■ Instructions for the task ■
Output each record verbatim, with pictures left out.

[Stored data]
::::::::

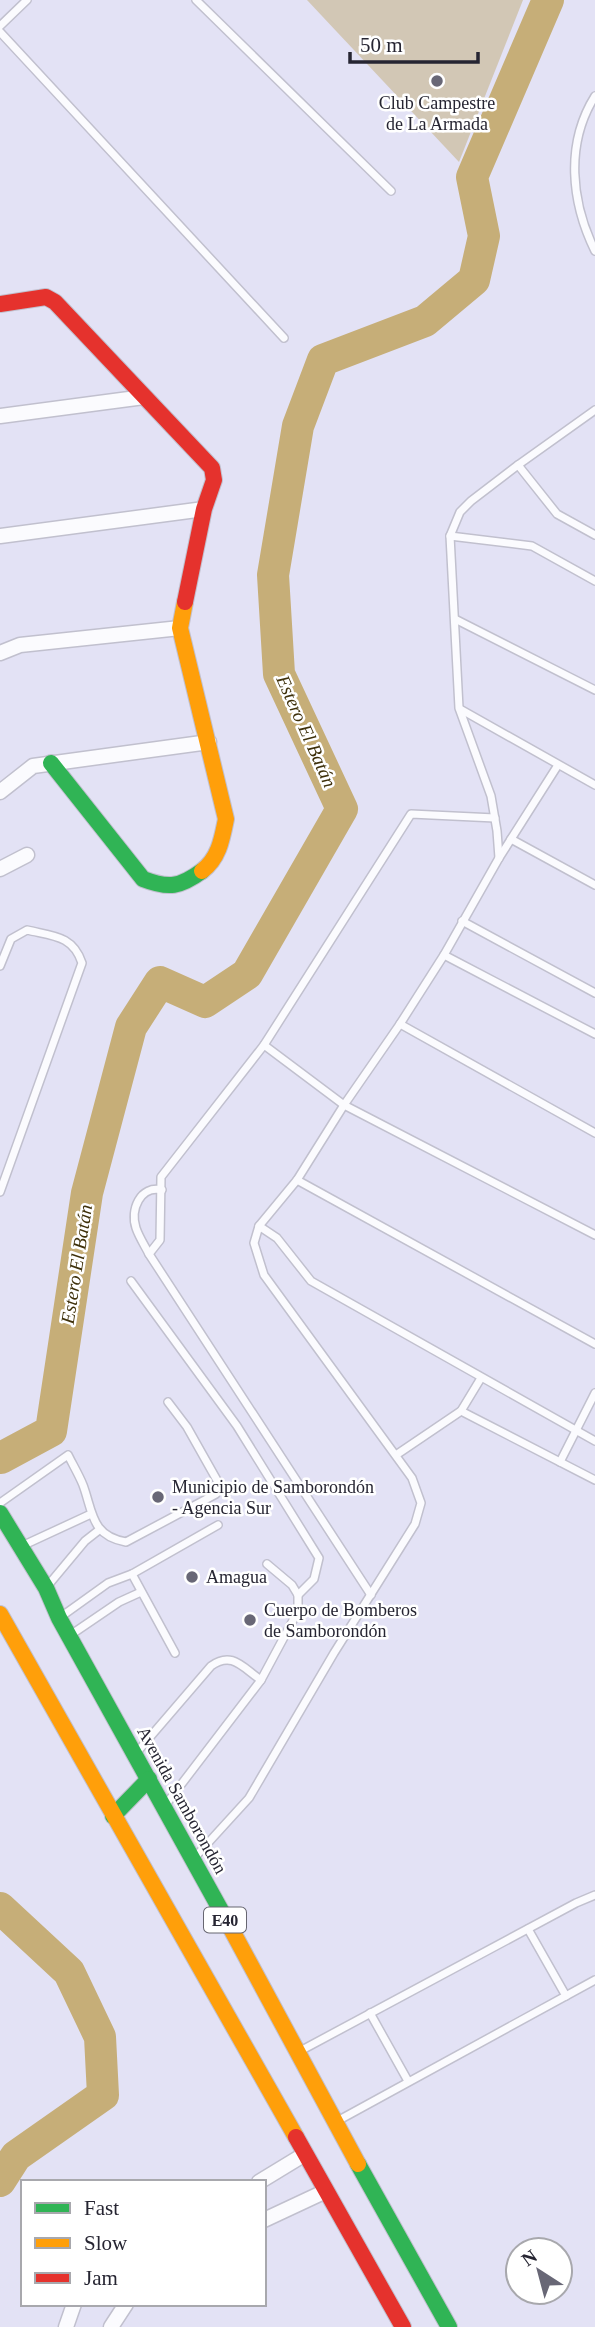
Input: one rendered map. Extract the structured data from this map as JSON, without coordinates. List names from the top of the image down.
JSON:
{
  "streets": {
    "main road": ["Avenida Samborondón", "E40"]
  },
  "water": ["Estero El Batán"],
  "places": [
    "Club Campestre de La Armada",
    "Municipio de Samborondón - Agencia Sur",
    "Amagua",
    "Cuerpo de Bomberos de Samborondón"
  ],
  "legend": ["Fast", "Slow", "Jam"],
  "scale_bar": "50 m",
  "north": "top left"
}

::::::::

■ Solved exercise ■
Input: one rendered map. Extract the structured data from this map as JSON, without coordinates. List names from the top of the image down.
JSON:
{
  "streets": {
    "main road": ["Avenida Samborondón", "E40"]
  },
  "water": ["Estero El Batán"],
  "places": [
    "Club Campestre de La Armada",
    "Municipio de Samborondón - Agencia Sur",
    "Amagua",
    "Cuerpo de Bomberos de Samborondón"
  ],
  "legend": ["Fast", "Slow", "Jam"],
  "scale_bar": "50 m",
  "north": "top left"
}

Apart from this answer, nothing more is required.